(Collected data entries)
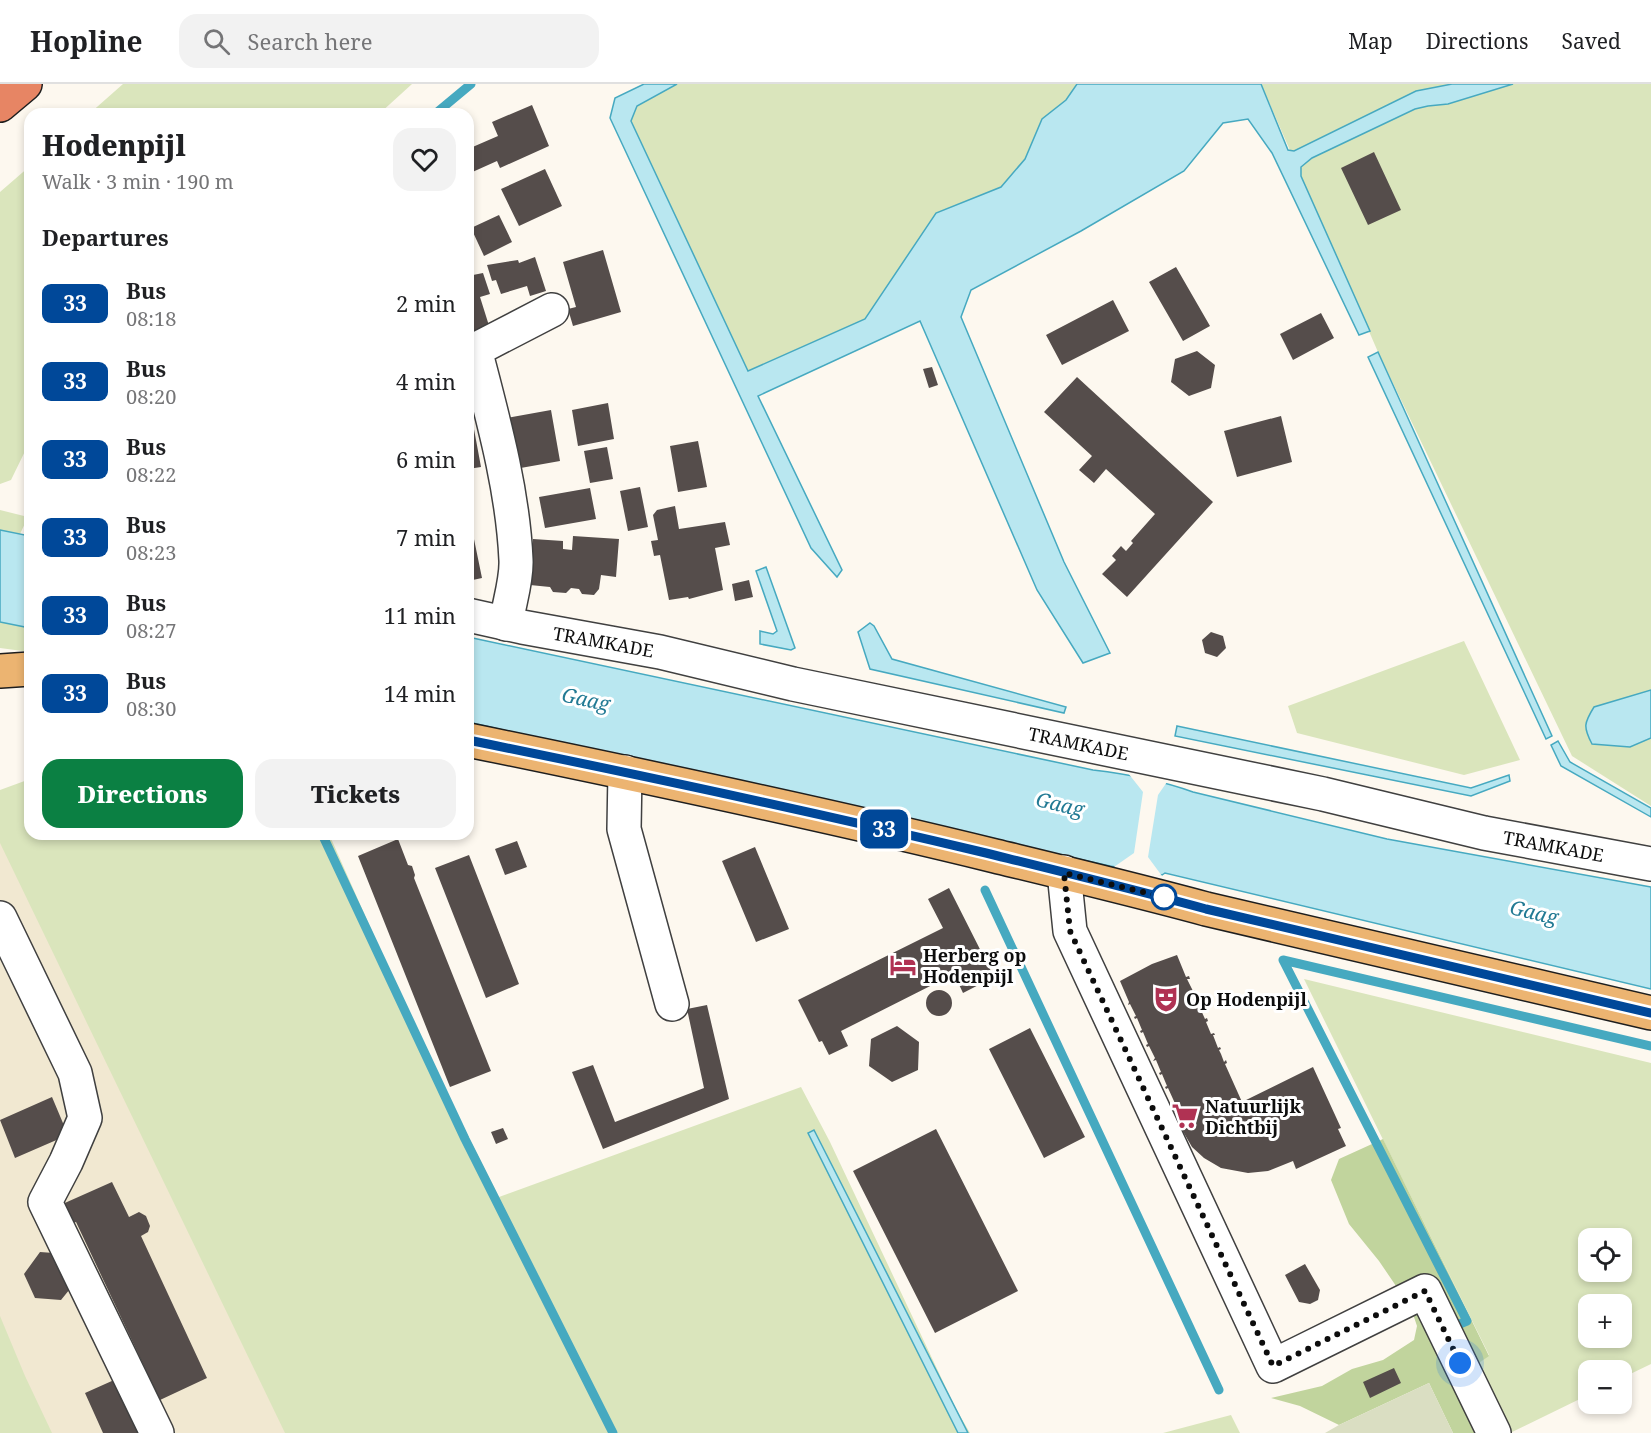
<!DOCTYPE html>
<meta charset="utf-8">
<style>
body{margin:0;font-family:"Noto Serif",serif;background:#f2f2f2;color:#202124;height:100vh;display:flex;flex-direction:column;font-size:22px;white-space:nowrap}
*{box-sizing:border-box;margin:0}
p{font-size:20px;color:#757577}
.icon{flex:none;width:33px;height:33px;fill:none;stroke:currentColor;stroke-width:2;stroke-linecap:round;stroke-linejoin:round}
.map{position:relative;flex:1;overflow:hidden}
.panel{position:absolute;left:24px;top:24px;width:450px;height:732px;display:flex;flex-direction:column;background:#fff;border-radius:18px;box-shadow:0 3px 9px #0003}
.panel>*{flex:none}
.badge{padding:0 12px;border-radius:9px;font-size:21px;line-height:39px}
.buttons{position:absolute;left:1578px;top:1144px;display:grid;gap:12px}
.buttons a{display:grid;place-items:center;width:54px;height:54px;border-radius:12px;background:#fff;box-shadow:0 3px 9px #0003;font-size:30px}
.you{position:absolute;width:30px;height:30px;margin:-15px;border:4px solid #fff;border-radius:50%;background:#1a73e8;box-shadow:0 0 0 9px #1a73e833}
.map>.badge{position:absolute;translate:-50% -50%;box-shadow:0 0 0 3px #fff}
h2{padding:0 18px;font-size:22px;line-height:54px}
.round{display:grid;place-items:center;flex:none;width:63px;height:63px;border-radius:18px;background:#f2f2f2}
.head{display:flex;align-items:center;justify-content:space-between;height:102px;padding:0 18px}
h1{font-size:28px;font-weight:800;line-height:45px}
.action{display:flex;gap:12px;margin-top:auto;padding:12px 18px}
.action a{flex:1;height:69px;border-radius:18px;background:#0b8043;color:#fff;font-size:24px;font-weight:800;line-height:69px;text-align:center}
.action a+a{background:#f2f2f2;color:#202124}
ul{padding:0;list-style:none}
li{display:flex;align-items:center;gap:18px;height:78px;padding:0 18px}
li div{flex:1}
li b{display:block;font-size:22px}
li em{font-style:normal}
li .badge{min-width:66px;font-weight:700;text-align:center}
header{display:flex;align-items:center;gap:36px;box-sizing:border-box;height:84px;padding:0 30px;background:#fff;border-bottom:2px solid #e0e0e0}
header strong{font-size:28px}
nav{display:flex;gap:33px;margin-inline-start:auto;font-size:21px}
.search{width:420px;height:54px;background:#f2f2f2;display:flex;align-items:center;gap:15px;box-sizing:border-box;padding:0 21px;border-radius:18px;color:#757577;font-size:22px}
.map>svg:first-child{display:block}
</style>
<header>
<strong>Hopline</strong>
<div class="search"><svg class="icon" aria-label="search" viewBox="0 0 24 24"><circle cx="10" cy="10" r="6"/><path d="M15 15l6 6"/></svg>Search here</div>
<nav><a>Map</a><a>Directions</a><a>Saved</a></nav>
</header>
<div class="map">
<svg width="1651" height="1349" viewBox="0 0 1651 1349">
<rect width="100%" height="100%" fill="#fdf8ef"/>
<path fill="#f1e8d1" d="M0,752l304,597h-260l-44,-92z"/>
<path fill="#dae5bc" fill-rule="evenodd" d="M123,0h289l-33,30h-290z
M677,0h400l-11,16 -24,19 -17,40 -24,28 -65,26 -71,106 -117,52 -117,-250 6,-15z
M1261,0h390v722l-79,-50 -194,-404z
M30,82v275l-19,39 -11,4v-292z
M0,426l28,7 -8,17 -20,-4z
M0,538l30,6v24l-30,-4z
M1464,557l56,119 -56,15 -167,-42 -9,-27z
M30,695v55h299l96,217 74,146 302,-110 29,55 126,267 14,24h-685l-285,-590v-53z
M1304,895l347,84v301l-29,14v-7h-34v24l-78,38 -37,-66 16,-12zM1588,1155h34v33h-34zM1588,1221h34v33h-34z
M0,1232l25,60 27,57h-52z
M1231,1331l9,18h-77z"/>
<path fill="#c1d49d" d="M1383,1055l106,217 -16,11 33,66h-53l-24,-50 -90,42 -39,-19 -29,-8 51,-12 30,-17 31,-9 31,-20 3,-14 -6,-18 -32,-47 -30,-37 -18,-44 8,-21z"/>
<path fill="#dadec2" d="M1429,1299l24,50h-128l14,-8z"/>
<path fill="#b9e7f0" stroke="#46a9c0" stroke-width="1.5" d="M644,0h33l-40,22 -6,15 117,250 117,-52 71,-106 65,-26 24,-28 17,-40 24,-19 11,-16h184l27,66 6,1 122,-60 36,-7h61l-65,20 -20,2 -13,3 -103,49 -11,9v9l69,155 -11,4 -87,-182 -24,-34 -25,4 -39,48 -103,60 -110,59 -10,27 103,245 46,91 -27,10 -46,-73 -117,-269 -162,75 84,174 -5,7 -26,-29 -201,-430 5,-20z
M1378,268l174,384 -6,3 -178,-382z
M0,446l30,6v92l-30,-6z
M766,483l29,81 -4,2 -31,-6v-13l13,3 4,-3 -21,-60z
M870,539l4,3 18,33 174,48 -2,6 -194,-44 -12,-37z
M468,553l625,133c34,4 67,10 100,22l194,47 264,48v102l-486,-116 -3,2 -52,-9 -642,-144z
M1651,606v48l-21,9 -38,-3c-9,-17 -8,-21 2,-37z
M1177,642l294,62 38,-13 1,6 -39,15 -296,-60z
M1558,657l12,21 81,46v9l-90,-51 -10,-21z
M814,1046l154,303h-10l-150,-300z"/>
<path fill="#fdf8ef" d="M1128,689l39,9 -9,13 -10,62 14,19 -51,-7 23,-16 9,-61z"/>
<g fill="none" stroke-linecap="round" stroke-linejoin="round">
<path stroke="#46a9c0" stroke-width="9" d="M435,30l36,-30
M322,750l143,305 148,294
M985,806l234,500
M1450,1244l17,-7 -184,-361 368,86"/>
</g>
<path fill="#554d4b" d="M532,21l17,41 -49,22 -3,-7 -29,13v-25l30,-13 -6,-14z
M1374,68l27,58 -33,15 -27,-57z
M545,85l17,37 -43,20 -18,-37z
M499,131l13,27 -28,14 -13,-28z
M603,166l18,62 -48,14 -5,-17 8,-2 -13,-45z
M535,173l11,34 -16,5 -3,-10 -26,8 -5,-14 -4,1 -5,-16 31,-5 1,3z
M1176,183l34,59 -27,15 -34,-59z
M483,189l7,21 -10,3 11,35 -23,8v-64z
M1113,216l16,31 -67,34 -16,-30z
M1321,229l13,25 -41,22 -13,-26z
M1197,267l18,14 -4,23 -22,8 -18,-14 4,-23z
M932,283l6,18 -9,3 -6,-19z
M1077,293l136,125 -86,95 -25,-23 14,-14 -4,-4 9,-10 5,5 7,-8 -2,-2 24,-27 -49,-45 -12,14 -15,-13 13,-14 -48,-44z
M608,319l6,36 -36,7 -6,-36z
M551,326l9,51 -45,8 -9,-51z
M468,329h3l10,54 -13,2z
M1281,332l11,46 -55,15 -13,-46z
M698,357l9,46 -29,5 -8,-46z
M607,363l6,32 -23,4 -6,-32z
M640,403l8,40 -20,4 -8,-40z
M590,404l6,31 -51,9 -6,-31z
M675,422l4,23 46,-7 5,23 -15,3 8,42 -34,9 -1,-2 -19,3 -9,-45 -6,1 -3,-15 7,-1 -5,-25 4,-5z
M468,426l14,68 -14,3z
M573,452l46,3 -3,38 -15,-2 -2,14 -5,6 -12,-1 -3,-5 -8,-1 -5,5 -13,-1 -3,-5 -20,-2 3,-46 30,2v8l9,1z
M749,496l4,17 -18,4 -3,-17z
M1211,548l12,4 3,12 -9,9 -12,-4 -3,-13z
M398,755l10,26 4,1 3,9 -1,3 77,193 -41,16 -92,-231z
M517,757l10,26 -22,8 -10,-26z
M755,763l34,82 -33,13 -34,-81z
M469,771l50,129 -33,14 -51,-130z
M949,804l45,89 -31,16 -9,-19 -113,57 7,15 -19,9 -7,-14 -3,1 -21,-42 145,-72 -15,-29z
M1177,871l9,22 3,-1 1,3h-3l6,12 2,-1 1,3h-2l5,12 2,-1 1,2 -2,2 5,11 2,-1 1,3 -2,1 5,12 3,-1 1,2h-2l5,13 2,-1 1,2 -2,1 2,4 3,8 2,-2 1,3 -2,1 17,38 71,-35 28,61 -3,1 8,17 -50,23 -3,-8 -25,10 -20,2 -27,-5 -17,-10 -12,-11 -11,-19 -7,-17 4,-1 -10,-22 -2,1 -1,-2 2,-1 -5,-12 -2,1 -1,-2 2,-1 -5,-12 -3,1 2,-3 -6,-12 -2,1 -1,-2 2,-1 -5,-12 -2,1 -1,-2 2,-1 -5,-12 -2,1 -1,-2 2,-1 -6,-12 -2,1 1,-3 -9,-21 32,-17z
M926 919a13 13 0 1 1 26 0a13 13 0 1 1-26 0Z
M707,921l22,94 -126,50 -31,-77 21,-7 22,57 89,-34 -17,-79z
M897,942l22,16 -1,28 -26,12 -23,-16 2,-27z
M1030,944l55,109 -41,21 -55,-109z
M52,1013l16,38 -53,23 -15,-38z
M503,1044l5,11 -12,5 -5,-12z
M936,1045l82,162 -83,42 -82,-162z
M112,1098l17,35 10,-5 7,4 4,10 -2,6 -7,4 66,142 -47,22 -84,-178 -9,4 -9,-20z
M40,1168l27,2 11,25 -17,21 -26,-2 -11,-24z
M1305,1180l15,26 -2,10 -8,4 -11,-2 -14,-27z
M1394,1284l7,15 -31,15 -7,-16z
M123,1292l24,57h-44l-18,-40z"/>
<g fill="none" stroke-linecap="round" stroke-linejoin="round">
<g stroke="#404040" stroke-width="36">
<g id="minor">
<path id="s1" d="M468,531l54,12 138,25 133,32 530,110 161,39 167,31"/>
<path d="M506,540c3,-21 11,-44 10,-64 -3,-67 -21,-134 -38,-199l-7,-9 81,-42"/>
<path d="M625,688l-1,57 48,175"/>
<path d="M1064,788l6,59 203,435 152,-75 69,142"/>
<path d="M0,834l75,155 10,45 -19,44 -21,40 112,231"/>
</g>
</g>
<g stroke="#1e1e1e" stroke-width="36">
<path id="major" d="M0,587l30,-2
M468,656c176,36 352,73 527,116 70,17 141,34 211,53l445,104"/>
</g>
<g stroke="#1e1e1e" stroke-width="36">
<path id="highway" d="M0,21l25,-21"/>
</g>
<use href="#minor" stroke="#fff" stroke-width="33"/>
<use href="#major" stroke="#ecb471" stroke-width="33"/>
<use href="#highway" stroke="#e78564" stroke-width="33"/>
</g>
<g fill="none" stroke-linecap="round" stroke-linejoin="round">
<g stroke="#fff" stroke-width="14">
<path id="line" d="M468,656c173,35 346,72 518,113 73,18 147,36 220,56l445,104"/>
</g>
<use href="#line" stroke="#004899" stroke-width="9"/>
<path stroke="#0d0d0d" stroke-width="6" stroke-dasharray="0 10.8" d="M1164,813l-100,-24 6,58 203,435 152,-75 35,72"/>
</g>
<defs>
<g id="hotel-bare" transform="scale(2.07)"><path d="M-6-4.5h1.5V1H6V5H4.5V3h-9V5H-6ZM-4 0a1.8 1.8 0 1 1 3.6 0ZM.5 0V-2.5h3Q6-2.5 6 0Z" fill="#b03253" stroke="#fff" stroke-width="2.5" paint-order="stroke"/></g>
<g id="theatre-bare" transform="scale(2.07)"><path d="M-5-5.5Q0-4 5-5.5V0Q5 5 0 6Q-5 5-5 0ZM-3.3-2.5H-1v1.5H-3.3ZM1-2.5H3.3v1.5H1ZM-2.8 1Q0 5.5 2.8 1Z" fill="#b03253" stroke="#fff" stroke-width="2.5" paint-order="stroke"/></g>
<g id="supermarket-bare" transform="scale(2.07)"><path d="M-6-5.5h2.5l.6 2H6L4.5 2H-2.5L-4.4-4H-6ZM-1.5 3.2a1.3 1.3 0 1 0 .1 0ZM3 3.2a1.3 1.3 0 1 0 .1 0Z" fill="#b03253" stroke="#fff" stroke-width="2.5" paint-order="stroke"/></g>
</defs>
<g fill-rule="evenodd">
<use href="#hotel-bare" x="903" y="881"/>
<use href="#theatre-bare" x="1166" y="915"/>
<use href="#supermarket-bare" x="1185" y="1032"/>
</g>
<circle fill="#fff" stroke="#004899" stroke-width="3" cx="1164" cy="813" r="12"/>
<g text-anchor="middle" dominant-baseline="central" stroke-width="6" stroke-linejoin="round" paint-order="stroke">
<g font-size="18" fill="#0d0d0d" stroke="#fff">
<text stroke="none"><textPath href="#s1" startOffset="138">TRAMKADE</textPath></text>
<text stroke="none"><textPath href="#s1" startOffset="624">TRAMKADE</textPath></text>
<text stroke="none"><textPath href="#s1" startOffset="1110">TRAMKADE</textPath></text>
</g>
<g font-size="18" font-weight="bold" fill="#0d0d0d" stroke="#fff" text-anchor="start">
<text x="923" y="871">Herberg op<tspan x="923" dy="21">Hodenpijl</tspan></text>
<text x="1186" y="915">Op Hodenpijl</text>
<text x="1205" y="1022">Natuurlijk<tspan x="1205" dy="21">Dichtbij</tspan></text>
</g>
<g font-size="20" font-style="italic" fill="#227a94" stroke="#fff">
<text transform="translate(586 615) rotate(12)">Gaag</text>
<text transform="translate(1060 720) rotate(13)">Gaag</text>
<text transform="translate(1534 828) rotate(13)">Gaag</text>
</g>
</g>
</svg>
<div class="buttons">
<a><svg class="icon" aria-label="locate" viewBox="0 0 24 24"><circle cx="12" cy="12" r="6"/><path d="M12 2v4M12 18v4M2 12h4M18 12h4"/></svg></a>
<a>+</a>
<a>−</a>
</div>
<div class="you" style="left:1460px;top:1279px"></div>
<b class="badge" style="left:884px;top:745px;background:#004899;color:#fff">33</b>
<section class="panel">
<div class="head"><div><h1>Hodenpijl</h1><p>Walk · 3 min · 190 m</p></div><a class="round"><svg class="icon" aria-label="heart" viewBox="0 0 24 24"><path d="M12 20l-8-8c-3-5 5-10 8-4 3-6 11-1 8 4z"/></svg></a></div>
<h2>Departures</h2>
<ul>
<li><span class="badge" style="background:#004899;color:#fff">33</span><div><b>Bus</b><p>08:18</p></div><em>2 min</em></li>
<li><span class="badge" style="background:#004899;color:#fff">33</span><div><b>Bus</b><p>08:20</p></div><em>4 min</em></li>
<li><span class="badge" style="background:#004899;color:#fff">33</span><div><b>Bus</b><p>08:22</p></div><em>6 min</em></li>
<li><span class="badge" style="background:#004899;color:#fff">33</span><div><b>Bus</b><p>08:23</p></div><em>7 min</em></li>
<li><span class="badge" style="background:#004899;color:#fff">33</span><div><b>Bus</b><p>08:27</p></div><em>11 min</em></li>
<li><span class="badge" style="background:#004899;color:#fff">33</span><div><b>Bus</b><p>08:30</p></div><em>14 min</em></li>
</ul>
<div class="action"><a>Directions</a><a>Tickets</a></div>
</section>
</div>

DIRECTIONS
Copy each line above where the string "strong" occurs.

RESPONSE
header strong{font-size:28px}
<strong>Hopline</strong>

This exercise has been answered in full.